Air India is government owned but it is the taxpayer's money. In our case it is the shareholder's money; the shareholders are citizens of our country. If Air India deserves help in opinion of the government, why not private airlines,” Mallya told CNN-IBN on Wednesday, the day his company announced its quarterly loss has increased and it may delay salaries.

Mallya said Kingfisher executive vice-president Hitesh Patel’s letter to employees must not be “overdramatised.”

“This (e-mail) is an extreme case of overdramatisation. All he (Patel) said was that if you received your salary on, say first of every month, you could expect a delay of seven days. He clearly specifies never beyond the seventh. If we have aligned our salary payment date to our collections there is nothing wrong in it.”

Mallya said the Rs 950.46 crore his airline owes to oil companies was a misleading figure. “You must things in correct perspective. We buy lot of fuel; we get 60 days credit and within that 60 days it is shown as outstanding. What you should be focusing on is overdues and certainly not over all dues because normal commercial arrangements have a credit period in-built into them.”

Mallya rejected link-ups between Kingfisher and his liquor business. “I have multiple businesses--they are verticals. What has the financial performance of United Spirits or United Breweries go to do with Kingfisher Airlines.”

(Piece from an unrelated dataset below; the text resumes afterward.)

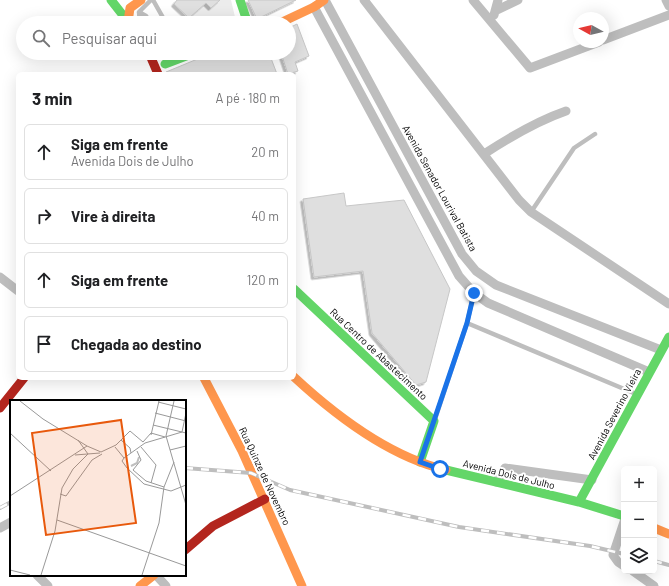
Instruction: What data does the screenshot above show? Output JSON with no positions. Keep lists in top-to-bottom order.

Mallya, who owns United Spirits and United Breweries, said the airline industry was running a “tight ship” and the good times were long over.

“The good times for the airline industry were over in 2008 when crude oil prices went up to almost $150 a barrel and state governments chose to maintain their back-breaking sales tax,” said Mallya.

Kingfisher has reported a loss of over Rs 240 crore in the first three months of this financial year, losing over Rs 2 crore every day.